One out of a hundred New York City newborns last year went “home” from the hospital to a homeless shelter, a heartbreaking new analysis by the Coalition for the Homeless revealed.
The group’s annual report, to be released Wednesday, lays blame for that and scores of other sobering statistics squarely at the feet of the two most powerful men in New York — Gov. Cuomo and Mayor de Blasio.
“New York City’s homelessness crisis will not improve until Gov. Cuomo and Mayor de Blasio treat homelessness like the urgent humanitarian crisis it is and acknowledge that it is fueled by the massive lack of affordable housing," said Giselle Routhier, the coalition’s policy director.
Aside from infants, the hardest hit by the homelessness crisis in recent years are the elderly, blacks and Hispanics, according to the report.
De Blasio has made the problem worse through a policy that “exacerbates" a housing market divided between the rich and poor and that creates too many high-rent units and not enough that are affordable, the report says.

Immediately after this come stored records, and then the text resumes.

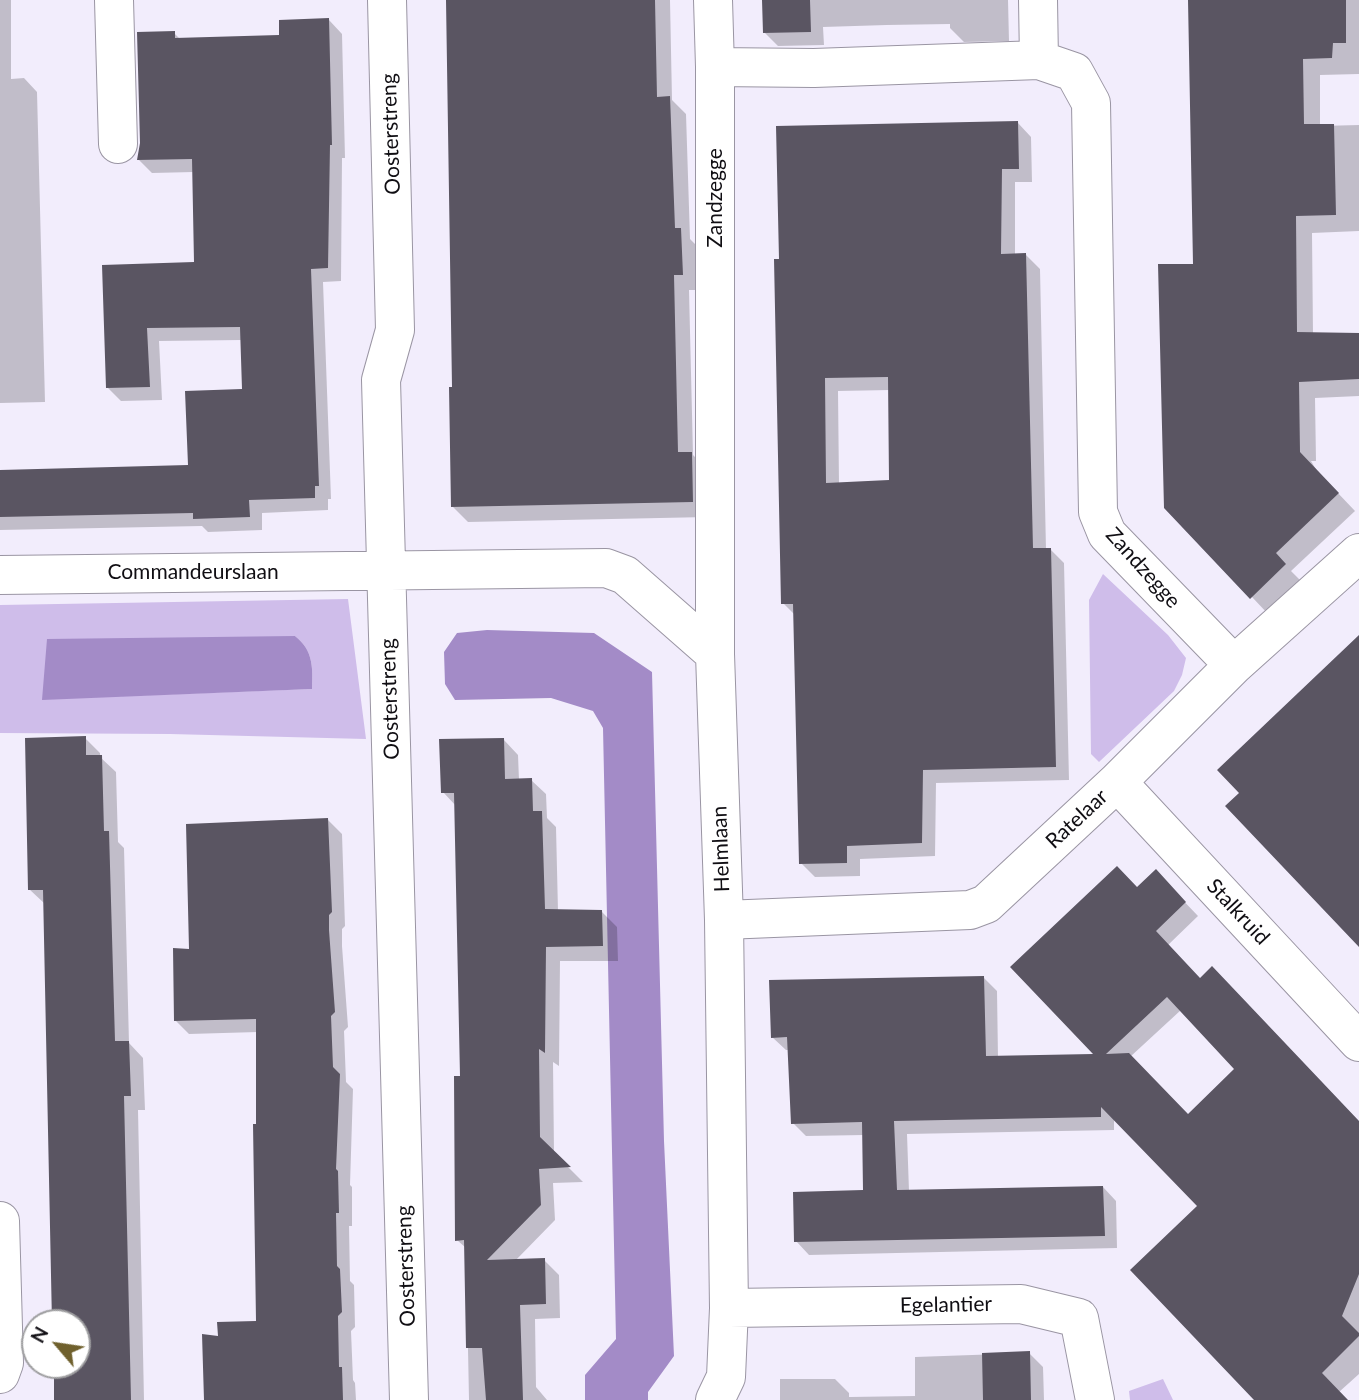 <!DOCTYPE html>
<html>
<head>
<meta charset="utf-8">
<style>
  body { margin:0 }
  #map { position:relative; width:1359px; height:1400px; overflow:hidden; background:#f2edfc; font-family:Lato,sans-serif }
  canvas { display:block }
  .north { position:absolute; left:21px; top:1309px; width:70px; height:70px; box-sizing:border-box; background:#fff; border:2px solid #9f9fa1; border-radius:50%; rotate:299deg; font-size:19px; font-weight:700; line-height:28px; text-align:center; color:#100e13 }
  .north::after { content:''; display:block; margin:auto; width:24px; height:32px; background:#6f602d; clip-path:polygon(50% 0,100% 100%,50% 72%,0 100%) }
</style>
</head>
<body>
<div id="map">
<canvas width="1359" height="1400"></canvas>
<div class="north">N</div>
</div>
<script>
const g = document.querySelector('canvas').getContext('2d');
g.lineJoin = 'round';
function paint(path, color) {
  g.fillStyle = color;
  g.fill(path, 'evenodd');
}
function strokePath(path, color, width, dash) {
  g.strokeStyle = color;
  g.lineWidth = width;
  g.lineCap = dash ? 'butt' : 'round';
  g.setLineDash(dash || []);
  g.stroke(path);
}
function drawText(font, color, halo, rows, align = 'center') {
  g.font = font + ' Lato,sans-serif';
  g.lineWidth = 7;
  g.setLineDash([]);
  g.textBaseline = 'middle';
  g.strokeStyle = halo;
  g.fillStyle = color;
  for (const [text, x, y, turn = 0] of rows) {
    g.save();
    g.translate(x, y);
    g.rotate((+turn || 0) * Math.PI / 180);
    g.textAlign = isNaN(turn) ? turn : align;
    if (halo) g.strokeText(text, 0, 0);
    g.fillText(text, 0, 0);
    g.restore();
  }
}
paint(new Path2D(`
  M 1103,574 L 1168,635 L 1186,658 L 1182,675 L 1174,691 L 1099,762 L 1091,754 L 1089,600 Z
  M 348,599 L 366,739 L 170,734 L 0,733 L 0,605 ZM 295,636 C 313,650 313,667 312,689 L 43,699 Z
  M 1163,1379 L 1173,1400 L 1130,1400 L 1129,1391 Z`), '#cfbdea');
paint(new Path2D(`
  M 487,630 L 594,633 L 652,672 L 664,1141 L 674,1356 L 648,1392 L 648,1400 L 585,1400 L 585,1375 L 616,1339 L 603,728 L 593,711 L 551,698 L 455,700 L 445,684 L 444,652 L 457,633 Z
  M 295,636 C 313,650 313,667 312,689 L 42,700 L 47,639 Z`), '#a38bc7');
paint(new Path2D(`
  M 0,0 L 11,0 L 11,79 L 24,78 L 37,92 L 45,402 L 0,403 Z
  M 448,0 L 670,0 L 672,100 L 686,114 L 690,239 L 697,246 L 698,290 L 689,290 L 693,455 L 708,470 L 708,517 L 468,522 L 452,506 L 453,308 Z
  M 764,0 L 1008,0 L 1009,41 L 964,42 L 950,28 L 950,24 L 887,25 L 823,27 L 824,45 L 778,46 L 764,32 Z
  M 1190,0 L 1359,0 L 1359,74 L 1320,75 L 1320,126 L 1359,125 L 1359,231 L 1312,233 L 1313,334 L 1359,334 L 1359,396 L 1315,398 L 1316,461 L 1311,461 L 1317,471 L 1355,511 L 1291,571 L 1302,582 L 1268,614 L 1252,597 L 1195,265 Z
  M 329,20 L 342,34 L 345,158 L 342,158 L 341,281 L 323,282 L 331,499 L 328,499 L 328,510 L 262,513 L 262,530 L 208,532 L 202,526 L 0,530 L 0,471 L 190,467 L 244,391 L 242,340 L 159,341 L 162,400 L 121,401 L 107,387 L 104,266 L 195,263 L 194,172 L 152,173 L 139,160 L 174,33 L 181,40 L 281,37 Z
  M 1018,123 L 1031,137 L 1032,182 L 1015,182 L 1015,255 L 1026,255 L 1040,269 L 1046,550 L 1050,549 L 1064,563 L 1069,780 L 936,783 L 935,856 L 860,859 L 860,876 L 815,877 L 801,863 L 795,615 L 783,603 L 775,261 ZM 890,390 L 891,482 L 839,484 L 838,391 Z
  M 85,738 L 100,753 L 100,757 L 116,772 L 118,842 L 124,848 L 129,1043 L 143,1058 L 145,1110 L 138,1110 L 144,1400 L 55,1400 L 55,1365 L 77,1365 L 77,1323 L 54,1323 L 45,904 L 29,889 Z
  M 504,740 L 518,755 L 519,780 L 531,780 L 546,794 L 547,818 L 556,827 L 558,911 L 602,912 L 617,927 L 618,961 L 560,961 L 559,1066 L 553,1062 L 554,1153 L 583,1182 L 553,1183 L 555,1220 L 515,1261 L 544,1260 L 559,1275 L 560,1318 L 535,1319 L 536,1387 L 547,1400 L 469,1400 L 466,1248 L 457,1240 L 462,1077 L 456,806 L 443,792 Z
  M 328,820 L 342,834 L 345,926 L 342,929 L 342,946 L 348,1027 L 344,1031 L 346,1082 L 353,1089 L 350,1185 L 352,1187 L 352,1226 L 349,1226 L 350,1281 L 354,1285 L 355,1327 L 351,1331 L 353,1380 L 355,1383 L 356,1400 L 206,1400 L 220,1338 L 257,1323 L 258,1032 L 189,1034 L 175,1020 L 191,951 Z
  M 1156,872 L 1198,916 L 1168,945 L 1201,980 L 1359,1123 L 1359,1374 L 1339,1392 L 1347,1400 L 1257,1400 L 1199,1206 L 1114,1117 L 1114,1130 L 907,1134 L 909,1191 L 1103,1187 L 1116,1201 L 1117,1248 L 809,1255 L 796,1241 L 864,1192 L 864,1135 L 806,1136 L 793,1123 L 789,1050 L 786,1050 L 772,1037 L 984,978 L 997,991 L 998,1058 L 1097,1055 L 1137,890 ZM 1181,1010 L 1237,1068 L 1193,1122 L 1130,1057 Z
  M 1029,1353 L 1043,1367 L 1044,1400 L 780,1400 L 780,1379 L 835,1379 L 849,1393 L 849,1397 L 915,1396 L 915,1357 Z`), '#0003');
paint(new Path2D(`
  M 446,0 L 655,0 L 657,97 L 670,96 L 675,228 L 681,228 L 683,275 L 674,275 L 678,452 L 692,452 L 693,502 L 451,507 L 449,387 L 452,387 Z
  M 762,0 L 810,0 L 811,32 L 763,33 Z
  M 1188,0 L 1346,0 L 1346,43 L 1333,43 L 1332,58 L 1303,59 L 1304,124 L 1334,124 L 1336,215 L 1296,216 L 1297,332 L 1359,333 L 1359,379 L 1299,382 L 1300,452 L 1339,493 L 1276,553 L 1286,564 L 1250,599 L 1164,508 L 1158,264 L 1193,264 Z
  M 329,18 L 332,145 L 330,145 L 328,268 L 311,269 L 319,486 L 315,486 L 315,498 L 249,500 L 250,517 L 193,519 L 193,513 L 0,517 L 0,470 L 188,465 L 185,391 L 242,389 L 240,327 L 147,328 L 150,387 L 106,388 L 102,265 L 194,262 L 192,159 L 137,160 L 140,143 L 137,32 L 175,31 L 175,38 L 279,35 L 279,20 Z
  M 1018,121 L 1019,169 L 1002,169 L 1001,254 L 1026,253 L 1033,548 L 1051,548 L 1056,767 L 923,770 L 922,843 L 847,846 L 847,863 L 799,864 L 793,604 L 781,604 L 774,259 L 779,259 L 776,126 ZM 888,377 L 889,480 L 826,483 L 825,378 Z
  M 1359,635 L 1359,947 L 1225,806 L 1239,793 L 1217,770 Z
  M 86,736 L 86,755 L 102,755 L 104,831 L 109,831 L 115,1041 L 129,1041 L 131,1096 L 124,1096 L 131,1400 L 54,1400 L 54,1365 L 77,1365 L 77,1323 L 52,1323 L 43,890 L 28,890 L 25,738 Z
  M 504,738 L 505,779 L 532,778 L 533,811 L 542,811 L 545,909 L 602,910 L 603,946 L 546,947 L 545,1053 L 539,1049 L 540,1137 L 571,1167 L 539,1169 L 541,1205 L 487,1260 L 545,1258 L 546,1304 L 520,1305 L 523,1400 L 486,1400 L 482,1348 L 466,1348 L 464,1240 L 455,1241 L 454,1076 L 460,1076 L 454,793 L 441,793 L 439,739 Z
  M 328,818 L 332,912 L 329,915 L 329,930 L 335,1012 L 331,1016 L 333,1067 L 340,1074 L 336,1169 L 338,1171 L 339,1213 L 336,1213 L 337,1266 L 340,1269 L 342,1312 L 338,1316 L 339,1367 L 342,1367 L 343,1400 L 204,1400 L 202,1334 L 218,1336 L 217,1322 L 256,1321 L 253,1124 L 256,1124 L 256,1019 L 174,1021 L 173,948 L 189,949 L 186,824 Z
  M 1117,866 L 1137,887 L 1156,869 L 1186,902 L 1156,931 L 1200,978 L 1212,966 L 1359,1121 L 1359,1274 L 1342,1316 L 1359,1333 L 1359,1336 L 1322,1373 L 1348,1400 L 1254,1400 L 1130,1270 L 1197,1206 L 1101,1107 L 1101,1117 L 894,1121 L 897,1190 L 1103,1186 L 1105,1236 L 794,1242 L 793,1192 L 863,1190 L 862,1122 L 791,1124 L 787,1037 L 771,1038 L 769,980 L 984,976 L 986,1056 L 1093,1054 L 1010,967 ZM 1167,997 L 1234,1069 L 1188,1114 L 1129,1053 L 1106,1054 Z
  M 1030,1351 L 1031,1400 L 983,1400 L 982,1353 Z`), '#5a5562');
const minor = new Path2D(`
  M 114,0 L 118,144
  M 387,0 L 395,330 L 381,380 L 409,1400
  M 713,0 L 715,67
  M 1038,0 L 1039,60
  M 0,575 L 606,568 L 625,575 L 715,654 L 724,920 L 729,1308 L 726,1377 L 715,1400
  M 715,654 L 715,67 L 814,68 L 1039,60 L 1074,72 L 1091,103 L 1098,512 L 1107,534 L 1234,665
  M 1117,782 L 1359,1042
  M 724,920 L 970,910 L 986,904 L 1117,782 L 1234,665 L 1359,553
  M 0,1221 L 4,1363 L 0,1374
  M 729,1308 L 1021,1304 L 1079,1318 L 1095,1400`);
strokePath(minor, '#9a95a3', 40);
strokePath(minor, '#fff', 38);
drawText('21px', '#100e13', '#fff', [
  ["Oosterstreng",391,134,-92],
  ["Zandzegge",715,198,-90],
  ["Zandzegge",1143,568,48],
  ["Commandeurslaan",193,572],
  ["Oosterstreng",390,699,-92],
  ["Ratelaar",1077,819,-43],
  ["Helmlaan",721,849,-92],
  ["Stalkruid",1238,912,47],
  ["Oosterstreng",406,1266,-92],
  ["Egelantier",946,1305,-1]
]);
</script>
</body>
</html>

The coalition also blamed Cuomo for implementing “damaging cost-shifting practices" that lowered the amount of money the state put toward addressing homelessness, putting further financial stress on the city.
“Mayor de Blasio and Gov. Cuomo seem content with minimalist, symbolic and too-often harmful actions made under the pretense of attempting to manage the problem, rather than taking the substantive steps needed to solve it," the report states.